**TASK PROMPT**
Each line below that carries the string "Road" must appear in the answer.

**DATA RECORDS**
■ ■ ■
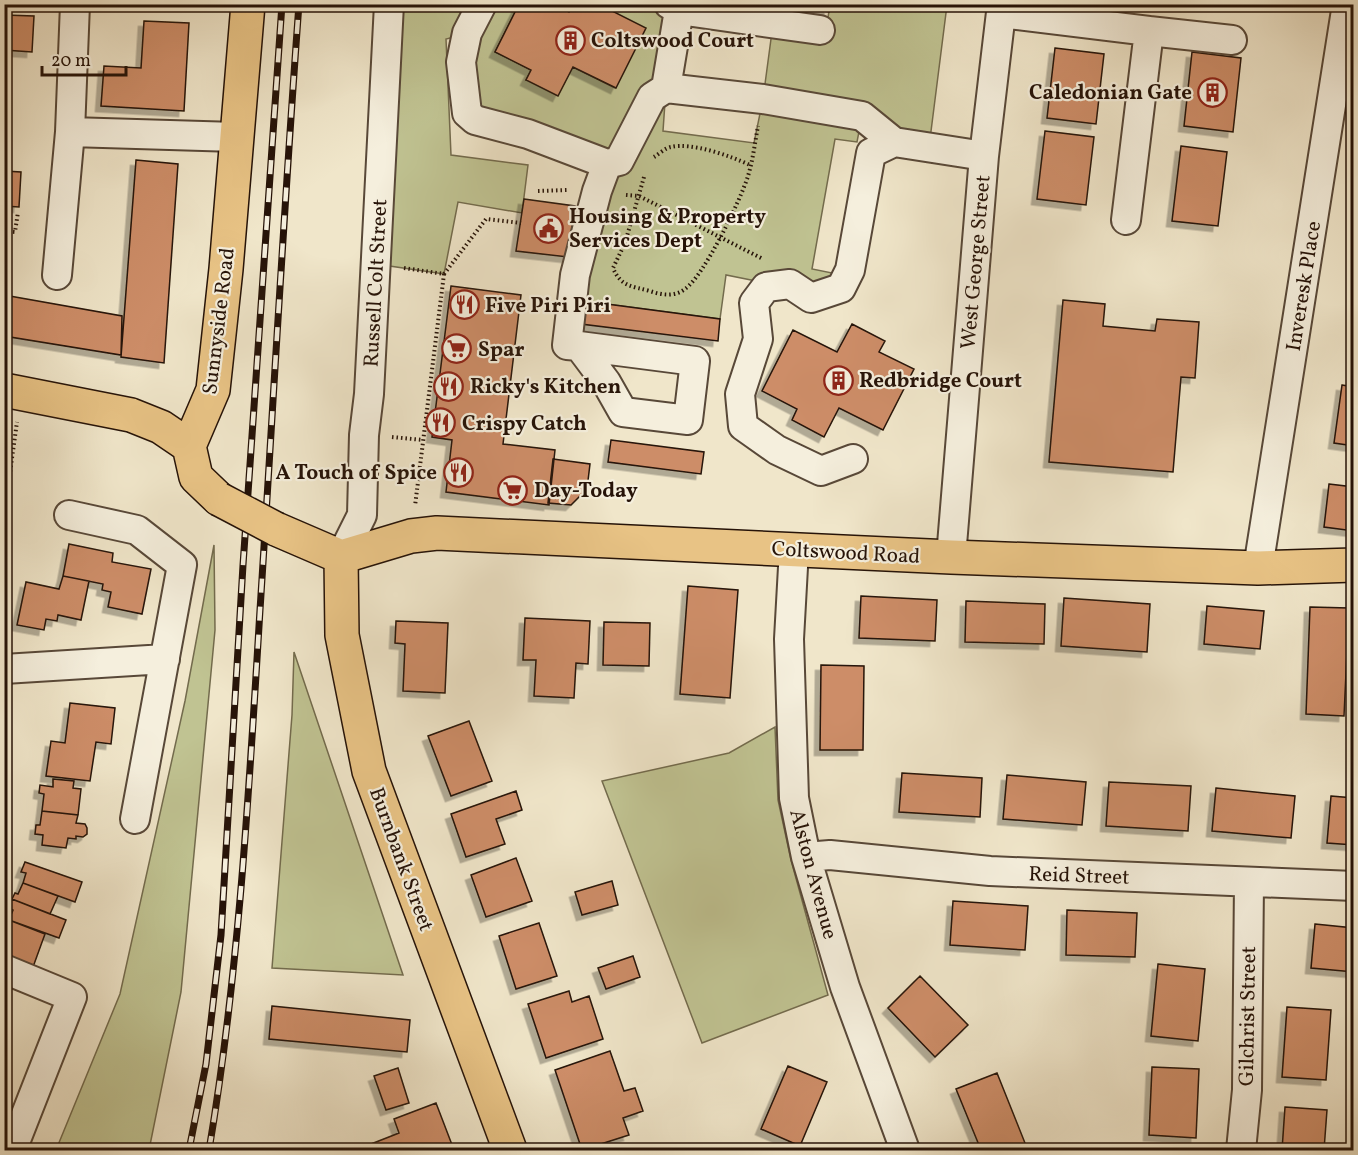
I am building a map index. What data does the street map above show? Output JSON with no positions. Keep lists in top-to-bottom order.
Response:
{
  "streets": {
    "main road": ["Sunnyside Road", "Coltswood Road", "Burnbank Street"],
    "street": [
      "West George Street",
      "Russell Colt Street",
      "Inveresk Place",
      "Alston Avenue",
      "Reid Street",
      "Gilchrist Street"
    ]
  },
  "crossings": [
    ["West George Street", "Coltswood Road"],
    ["Russell Colt Street", "Coltswood Road"],
    ["Russell Colt Street", "Burnbank Street"],
    ["Inveresk Place", "Coltswood Road"],
    ["Coltswood Road", "Burnbank Street"],
    ["Coltswood Road", "Alston Avenue"],
    ["Alston Avenue", "Reid Street"],
    ["Reid Street", "Gilchrist Street"]
  ],
  "places": {
    "building": ["Coltswood Court", "Caledonian Gate", "Redbridge Court"],
    "public building": ["Housing & Property Services Dept"],
    "restaurant": [
      "Five Piri Piri",
      "Ricky's Kitchen",
      "Crispy Catch",
      "A Touch of Spice"
    ],
    "supermarket": ["Spar", "Day-Today"]
  },
  "scale_bar": "20 m"
}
■ ■ ■
**RESULT OF THE EXERCISE**
    "main road": ["Sunnyside Road", "Coltswood Road", "Burnbank Street"],
    ["West George Street", "Coltswood Road"],
    ["Russell Colt Street", "Coltswood Road"],
    ["Inveresk Place", "Coltswood Road"],
    ["Coltswood Road", "Burnbank Street"],
    ["Coltswood Road", "Alston Avenue"],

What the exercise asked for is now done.